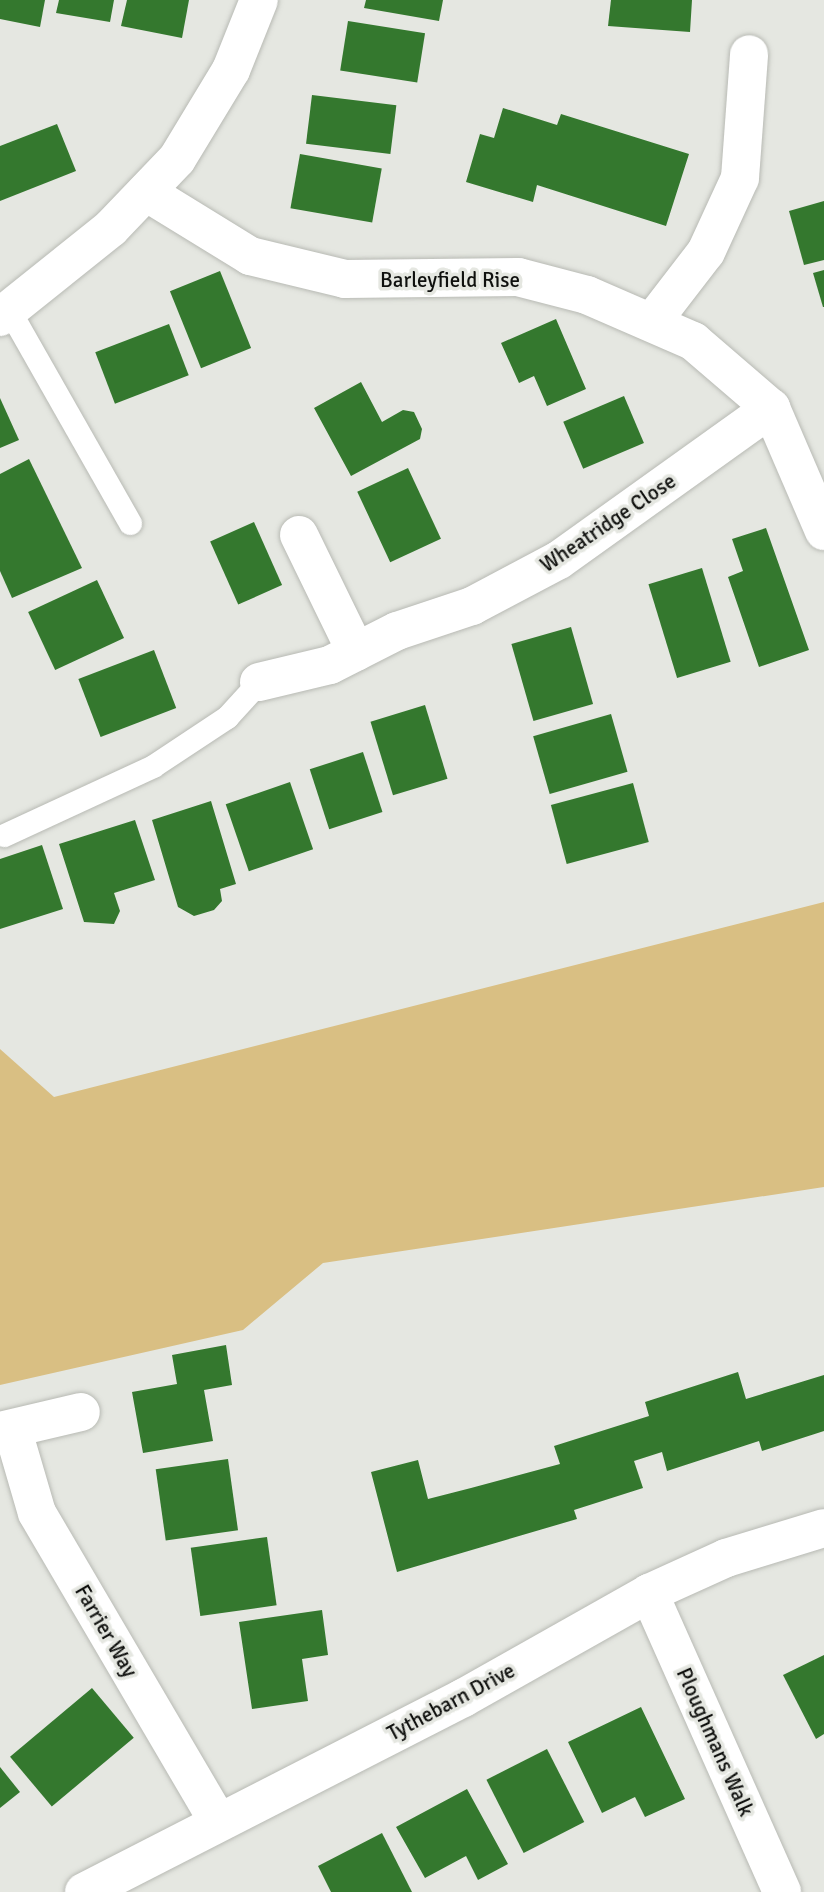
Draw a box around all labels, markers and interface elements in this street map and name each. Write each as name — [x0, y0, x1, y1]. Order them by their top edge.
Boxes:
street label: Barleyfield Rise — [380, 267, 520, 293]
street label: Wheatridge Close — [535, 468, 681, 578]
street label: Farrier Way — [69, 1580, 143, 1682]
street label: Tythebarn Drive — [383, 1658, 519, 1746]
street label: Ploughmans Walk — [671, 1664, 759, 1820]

==========

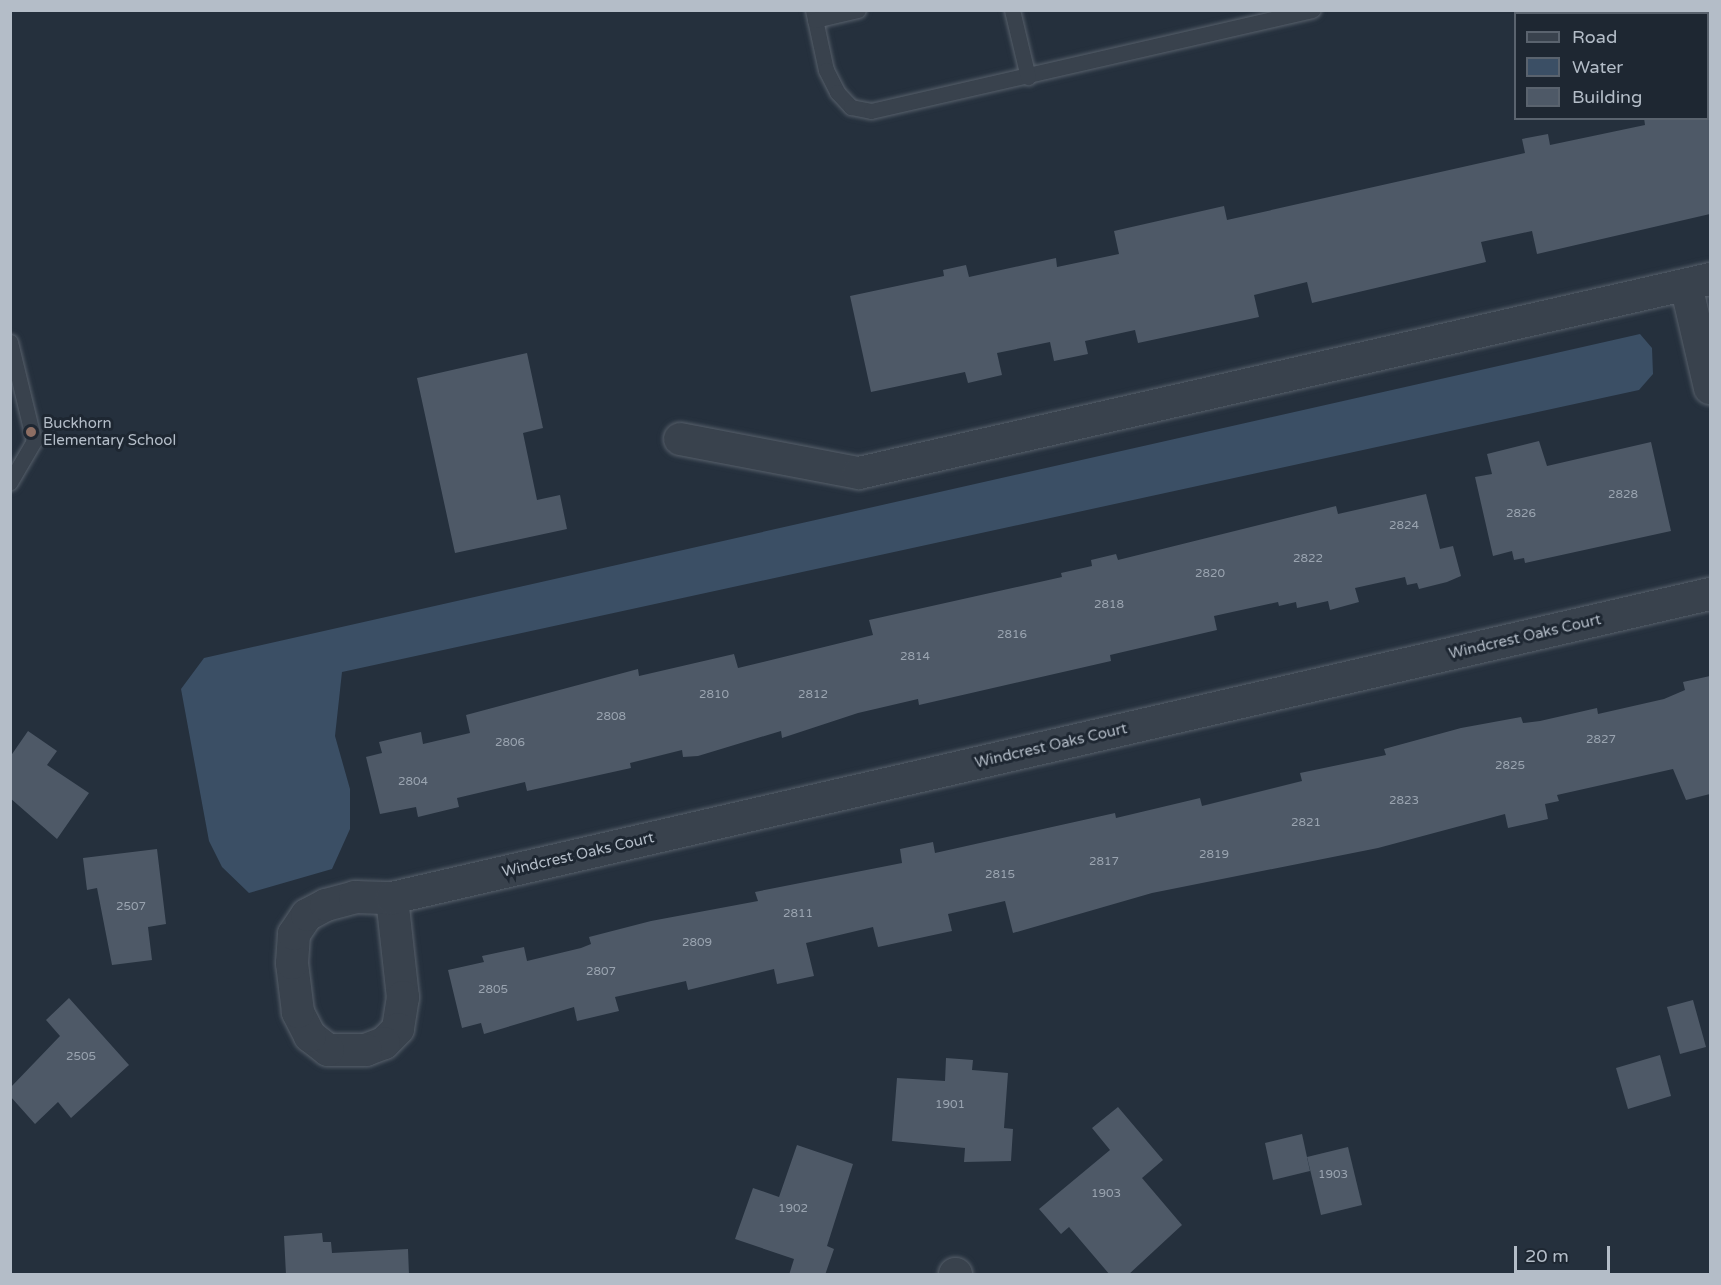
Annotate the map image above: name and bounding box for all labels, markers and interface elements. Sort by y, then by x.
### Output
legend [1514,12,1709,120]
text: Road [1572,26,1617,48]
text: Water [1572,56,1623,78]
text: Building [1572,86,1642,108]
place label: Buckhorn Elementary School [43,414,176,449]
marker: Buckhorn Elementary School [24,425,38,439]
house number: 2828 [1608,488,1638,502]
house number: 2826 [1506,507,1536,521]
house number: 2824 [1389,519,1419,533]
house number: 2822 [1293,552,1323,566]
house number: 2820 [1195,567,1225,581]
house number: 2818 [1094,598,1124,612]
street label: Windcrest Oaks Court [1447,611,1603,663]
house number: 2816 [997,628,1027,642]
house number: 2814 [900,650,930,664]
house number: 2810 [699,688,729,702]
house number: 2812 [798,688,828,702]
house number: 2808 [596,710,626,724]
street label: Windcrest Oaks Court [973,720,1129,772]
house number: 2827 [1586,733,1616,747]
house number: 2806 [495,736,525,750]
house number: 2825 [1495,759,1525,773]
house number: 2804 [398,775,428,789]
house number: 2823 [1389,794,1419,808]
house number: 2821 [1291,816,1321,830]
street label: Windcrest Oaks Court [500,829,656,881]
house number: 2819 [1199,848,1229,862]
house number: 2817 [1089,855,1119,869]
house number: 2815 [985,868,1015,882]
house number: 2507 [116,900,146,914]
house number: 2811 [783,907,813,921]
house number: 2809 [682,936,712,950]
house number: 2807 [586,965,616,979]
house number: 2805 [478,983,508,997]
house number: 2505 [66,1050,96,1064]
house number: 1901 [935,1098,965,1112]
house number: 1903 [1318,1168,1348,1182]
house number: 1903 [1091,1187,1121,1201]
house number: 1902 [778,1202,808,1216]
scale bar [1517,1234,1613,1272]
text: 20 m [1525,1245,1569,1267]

==========

Return each line of the preceding material in which "name" can be found.

Draw a box around all labels, markers and interface elements in this street map and name each. Write each as name — [x0, y0, x1, y1]. Order them by their top edge.
Annotate the map image above: name and bounding box for all labels, markers and interface elements. Sort by y, then by x.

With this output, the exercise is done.